The Superfast Worcestershire (England) project appears to have successfully completed its original contract with Openreach (BT), which has now extended their FTTC/P based “superfast broadband” (24Mbps+) network to 90% of the county (i.e. 94% “fibre” coverage inc. sub-24Mbps areas).
So far the state aid (Broadband Delivery UK) supported scheme has helped to extend the “fibre broadband” network out to an additional 59,788 homes and businesses (49,737 if you only look at those able to benefit from 24Mbps+ speeds), which has also required around 430km worth of new fibre optic cable to be laid.
Paul Bimson, BT’s Regional Partnership Director, said:
“Superfast Worcestershire is a multi-million pound engineering programme which is progressing extremely well.
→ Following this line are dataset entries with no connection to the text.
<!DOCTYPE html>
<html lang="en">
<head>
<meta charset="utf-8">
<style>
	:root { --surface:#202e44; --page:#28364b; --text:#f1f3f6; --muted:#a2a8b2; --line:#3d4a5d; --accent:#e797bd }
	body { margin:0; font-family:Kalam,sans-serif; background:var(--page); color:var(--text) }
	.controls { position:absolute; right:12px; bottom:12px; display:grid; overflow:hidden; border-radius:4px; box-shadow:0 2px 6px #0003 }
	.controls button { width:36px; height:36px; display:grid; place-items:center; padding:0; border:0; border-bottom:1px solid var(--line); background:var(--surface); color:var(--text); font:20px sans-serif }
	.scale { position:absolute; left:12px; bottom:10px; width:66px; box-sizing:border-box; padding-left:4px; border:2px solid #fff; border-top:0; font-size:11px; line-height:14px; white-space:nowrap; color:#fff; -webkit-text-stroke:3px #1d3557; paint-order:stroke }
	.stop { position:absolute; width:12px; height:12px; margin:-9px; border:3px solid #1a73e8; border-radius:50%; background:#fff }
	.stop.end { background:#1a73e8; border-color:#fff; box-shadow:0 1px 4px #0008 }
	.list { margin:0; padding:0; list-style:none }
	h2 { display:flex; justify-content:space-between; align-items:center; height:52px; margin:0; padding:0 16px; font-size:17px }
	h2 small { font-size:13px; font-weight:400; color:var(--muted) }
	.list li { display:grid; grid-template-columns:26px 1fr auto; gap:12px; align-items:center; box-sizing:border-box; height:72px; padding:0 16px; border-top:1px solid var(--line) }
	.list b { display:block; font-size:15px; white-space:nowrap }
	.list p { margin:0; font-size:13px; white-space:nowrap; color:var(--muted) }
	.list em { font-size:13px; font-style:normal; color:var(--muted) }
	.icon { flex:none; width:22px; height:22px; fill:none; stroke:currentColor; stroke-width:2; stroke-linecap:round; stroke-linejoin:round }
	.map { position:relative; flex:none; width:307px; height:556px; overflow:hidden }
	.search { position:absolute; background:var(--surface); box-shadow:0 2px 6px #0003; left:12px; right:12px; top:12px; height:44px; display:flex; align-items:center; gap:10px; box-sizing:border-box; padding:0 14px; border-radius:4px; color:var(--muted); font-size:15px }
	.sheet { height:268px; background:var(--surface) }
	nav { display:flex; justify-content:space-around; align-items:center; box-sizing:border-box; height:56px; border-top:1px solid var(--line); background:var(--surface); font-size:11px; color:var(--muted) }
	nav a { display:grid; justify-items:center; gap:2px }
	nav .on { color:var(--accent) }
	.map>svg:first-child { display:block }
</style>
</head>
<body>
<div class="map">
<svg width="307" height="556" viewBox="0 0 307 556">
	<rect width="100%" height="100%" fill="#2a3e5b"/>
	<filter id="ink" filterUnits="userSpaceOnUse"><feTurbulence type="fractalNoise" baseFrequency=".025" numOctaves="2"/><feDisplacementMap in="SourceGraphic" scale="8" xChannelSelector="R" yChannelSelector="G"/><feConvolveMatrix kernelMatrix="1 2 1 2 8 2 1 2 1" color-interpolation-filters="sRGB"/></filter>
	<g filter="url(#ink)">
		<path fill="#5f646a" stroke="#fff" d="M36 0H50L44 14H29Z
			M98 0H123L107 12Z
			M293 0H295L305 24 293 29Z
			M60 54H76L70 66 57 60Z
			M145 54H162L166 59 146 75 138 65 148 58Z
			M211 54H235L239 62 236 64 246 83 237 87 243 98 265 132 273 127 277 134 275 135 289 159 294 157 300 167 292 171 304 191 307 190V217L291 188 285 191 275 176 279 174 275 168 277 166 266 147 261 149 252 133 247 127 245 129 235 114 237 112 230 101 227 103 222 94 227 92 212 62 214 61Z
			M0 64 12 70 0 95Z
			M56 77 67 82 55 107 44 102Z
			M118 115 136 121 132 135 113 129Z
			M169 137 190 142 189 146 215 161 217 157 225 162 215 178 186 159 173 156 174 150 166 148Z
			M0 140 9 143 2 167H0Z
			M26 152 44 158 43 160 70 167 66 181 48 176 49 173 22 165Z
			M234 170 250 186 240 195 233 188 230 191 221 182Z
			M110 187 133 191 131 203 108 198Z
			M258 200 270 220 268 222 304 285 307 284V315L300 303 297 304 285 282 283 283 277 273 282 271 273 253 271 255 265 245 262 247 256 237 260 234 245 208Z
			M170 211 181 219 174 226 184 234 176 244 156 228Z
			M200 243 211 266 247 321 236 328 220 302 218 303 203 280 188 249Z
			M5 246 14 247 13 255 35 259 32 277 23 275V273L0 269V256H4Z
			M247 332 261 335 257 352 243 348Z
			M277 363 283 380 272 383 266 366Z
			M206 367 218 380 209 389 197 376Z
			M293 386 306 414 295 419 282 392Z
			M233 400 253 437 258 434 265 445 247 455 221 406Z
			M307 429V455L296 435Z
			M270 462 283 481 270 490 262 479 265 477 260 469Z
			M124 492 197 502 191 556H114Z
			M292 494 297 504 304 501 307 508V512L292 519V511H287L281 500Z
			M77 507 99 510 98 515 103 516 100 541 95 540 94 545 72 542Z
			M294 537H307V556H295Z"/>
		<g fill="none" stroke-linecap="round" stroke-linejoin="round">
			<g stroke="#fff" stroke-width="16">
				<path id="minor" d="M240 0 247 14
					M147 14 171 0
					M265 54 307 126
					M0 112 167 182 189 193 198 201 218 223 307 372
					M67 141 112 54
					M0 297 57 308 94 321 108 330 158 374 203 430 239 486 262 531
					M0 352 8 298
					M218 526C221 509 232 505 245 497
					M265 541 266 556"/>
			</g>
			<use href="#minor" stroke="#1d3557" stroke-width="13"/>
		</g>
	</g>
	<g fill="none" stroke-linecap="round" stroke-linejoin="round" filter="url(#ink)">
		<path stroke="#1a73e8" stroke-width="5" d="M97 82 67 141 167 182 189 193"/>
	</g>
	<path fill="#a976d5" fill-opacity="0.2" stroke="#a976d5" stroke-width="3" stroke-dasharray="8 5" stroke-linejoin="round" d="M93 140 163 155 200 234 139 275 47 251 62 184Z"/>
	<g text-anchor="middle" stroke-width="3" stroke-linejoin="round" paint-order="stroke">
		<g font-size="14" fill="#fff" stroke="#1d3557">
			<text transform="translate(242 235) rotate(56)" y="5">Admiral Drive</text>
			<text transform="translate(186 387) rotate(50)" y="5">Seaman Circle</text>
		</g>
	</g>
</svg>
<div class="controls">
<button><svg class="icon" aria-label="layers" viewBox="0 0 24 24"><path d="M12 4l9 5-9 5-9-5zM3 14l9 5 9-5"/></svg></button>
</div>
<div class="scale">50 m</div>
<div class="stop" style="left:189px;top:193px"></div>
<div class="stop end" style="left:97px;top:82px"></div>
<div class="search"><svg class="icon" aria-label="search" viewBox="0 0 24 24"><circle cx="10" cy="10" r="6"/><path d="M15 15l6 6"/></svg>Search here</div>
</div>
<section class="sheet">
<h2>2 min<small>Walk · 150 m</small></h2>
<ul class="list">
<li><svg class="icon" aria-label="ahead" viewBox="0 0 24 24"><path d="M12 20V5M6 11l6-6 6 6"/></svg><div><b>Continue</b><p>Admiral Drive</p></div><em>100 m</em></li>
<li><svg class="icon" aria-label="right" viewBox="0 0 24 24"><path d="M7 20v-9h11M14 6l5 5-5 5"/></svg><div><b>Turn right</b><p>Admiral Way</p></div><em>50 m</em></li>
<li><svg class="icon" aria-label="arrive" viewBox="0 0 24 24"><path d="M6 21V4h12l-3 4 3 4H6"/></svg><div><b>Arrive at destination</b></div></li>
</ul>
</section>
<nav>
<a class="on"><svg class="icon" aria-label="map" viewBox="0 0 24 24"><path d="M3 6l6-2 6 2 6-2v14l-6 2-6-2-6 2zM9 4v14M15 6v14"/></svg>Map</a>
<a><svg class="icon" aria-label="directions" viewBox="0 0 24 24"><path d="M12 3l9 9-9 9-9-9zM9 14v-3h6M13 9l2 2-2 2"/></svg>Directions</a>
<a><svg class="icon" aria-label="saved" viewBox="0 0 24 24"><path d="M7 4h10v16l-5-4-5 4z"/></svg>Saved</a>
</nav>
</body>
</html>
When combined with BT’s commercial roll-out, more than 240,000 premises across Worcestershire are now able to access faster fibre broadband.
Every day we’re seeing how this technology is making a positive impact on local businesses and households. Whether it’s firms like Carver Knowles and other businesses on Strensham Business Park, people working from home, families using the internet for education or leisure – everything you do online is faster and better with fibre broadband.”
The second Superfast Extension Programme (SEP) contract is already underway, which will expand the coverage to another 8,000 premises by Autumn 2017 and this should ensure that around 94-95% of the county can order a 24Mbps+ capable connection if they so desire.
We should point out that some funding has also been set aside for a third contract, which came after BT confirmed that a mix of clawback and deployment savings would probably return £3m for reinvestment in an expanded roll-out (here). But at present the local authority is conducting an Open Market Review (OMR) that only seems to propose a procurement value of £2.2m.